=== Section Start ===

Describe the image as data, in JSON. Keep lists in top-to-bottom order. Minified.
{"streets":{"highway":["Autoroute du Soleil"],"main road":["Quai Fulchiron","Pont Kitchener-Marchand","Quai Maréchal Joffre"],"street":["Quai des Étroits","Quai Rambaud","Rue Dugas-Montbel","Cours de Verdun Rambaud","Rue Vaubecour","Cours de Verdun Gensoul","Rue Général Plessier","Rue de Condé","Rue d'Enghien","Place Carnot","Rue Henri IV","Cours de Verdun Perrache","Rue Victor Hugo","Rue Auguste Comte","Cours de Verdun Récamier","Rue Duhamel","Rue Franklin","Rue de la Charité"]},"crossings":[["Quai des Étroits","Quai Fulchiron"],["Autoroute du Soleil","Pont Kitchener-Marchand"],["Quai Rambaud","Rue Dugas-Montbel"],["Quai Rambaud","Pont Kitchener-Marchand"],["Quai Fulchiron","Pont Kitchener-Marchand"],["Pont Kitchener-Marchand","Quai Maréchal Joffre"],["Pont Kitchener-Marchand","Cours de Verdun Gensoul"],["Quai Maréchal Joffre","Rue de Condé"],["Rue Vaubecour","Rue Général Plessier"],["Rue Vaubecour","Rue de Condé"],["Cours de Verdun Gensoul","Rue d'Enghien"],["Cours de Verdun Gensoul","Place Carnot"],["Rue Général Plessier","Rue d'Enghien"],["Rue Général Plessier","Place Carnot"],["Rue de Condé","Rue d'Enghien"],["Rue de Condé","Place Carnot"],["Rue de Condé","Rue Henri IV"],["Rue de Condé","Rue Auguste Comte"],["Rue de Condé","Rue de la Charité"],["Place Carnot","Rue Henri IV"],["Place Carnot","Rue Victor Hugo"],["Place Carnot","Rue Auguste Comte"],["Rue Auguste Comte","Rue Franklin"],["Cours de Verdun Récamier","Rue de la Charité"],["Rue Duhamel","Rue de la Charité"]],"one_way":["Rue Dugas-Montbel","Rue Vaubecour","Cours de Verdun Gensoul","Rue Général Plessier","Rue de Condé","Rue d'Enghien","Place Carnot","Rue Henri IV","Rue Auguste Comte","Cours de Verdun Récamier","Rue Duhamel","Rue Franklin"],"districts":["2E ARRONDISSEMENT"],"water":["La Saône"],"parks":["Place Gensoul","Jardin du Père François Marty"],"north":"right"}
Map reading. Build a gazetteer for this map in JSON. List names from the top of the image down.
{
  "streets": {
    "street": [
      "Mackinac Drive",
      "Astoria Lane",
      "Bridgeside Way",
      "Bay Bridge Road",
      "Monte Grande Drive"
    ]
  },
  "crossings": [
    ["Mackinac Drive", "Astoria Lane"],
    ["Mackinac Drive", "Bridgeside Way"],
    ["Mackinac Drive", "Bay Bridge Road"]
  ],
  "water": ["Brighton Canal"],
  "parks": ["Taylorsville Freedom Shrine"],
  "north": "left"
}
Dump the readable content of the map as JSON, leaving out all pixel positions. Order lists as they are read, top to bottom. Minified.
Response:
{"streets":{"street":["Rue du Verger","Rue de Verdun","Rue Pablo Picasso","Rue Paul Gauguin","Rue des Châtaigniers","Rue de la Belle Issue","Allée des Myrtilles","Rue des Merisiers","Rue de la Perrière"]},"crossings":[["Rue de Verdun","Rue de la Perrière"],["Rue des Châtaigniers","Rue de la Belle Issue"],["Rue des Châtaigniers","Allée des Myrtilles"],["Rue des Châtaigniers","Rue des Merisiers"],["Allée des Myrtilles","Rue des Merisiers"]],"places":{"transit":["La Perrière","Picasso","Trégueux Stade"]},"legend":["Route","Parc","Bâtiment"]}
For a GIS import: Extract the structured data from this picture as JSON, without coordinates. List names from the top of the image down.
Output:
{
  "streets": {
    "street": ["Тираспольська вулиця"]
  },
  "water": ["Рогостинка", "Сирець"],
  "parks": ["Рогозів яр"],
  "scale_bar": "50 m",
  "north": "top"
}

=== Section End ===

* _ABOUT THIS TASK_:
Whenever a line of the data holds the string "down", pick that line out.

* _YOUR SOLUTION_:
Map reading. Build a gazetteer for this map in JSON. List names from the top of the image down.
For a GIS import: Extract the structured data from this picture as JSON, without coordinates. List names from the top of the image down.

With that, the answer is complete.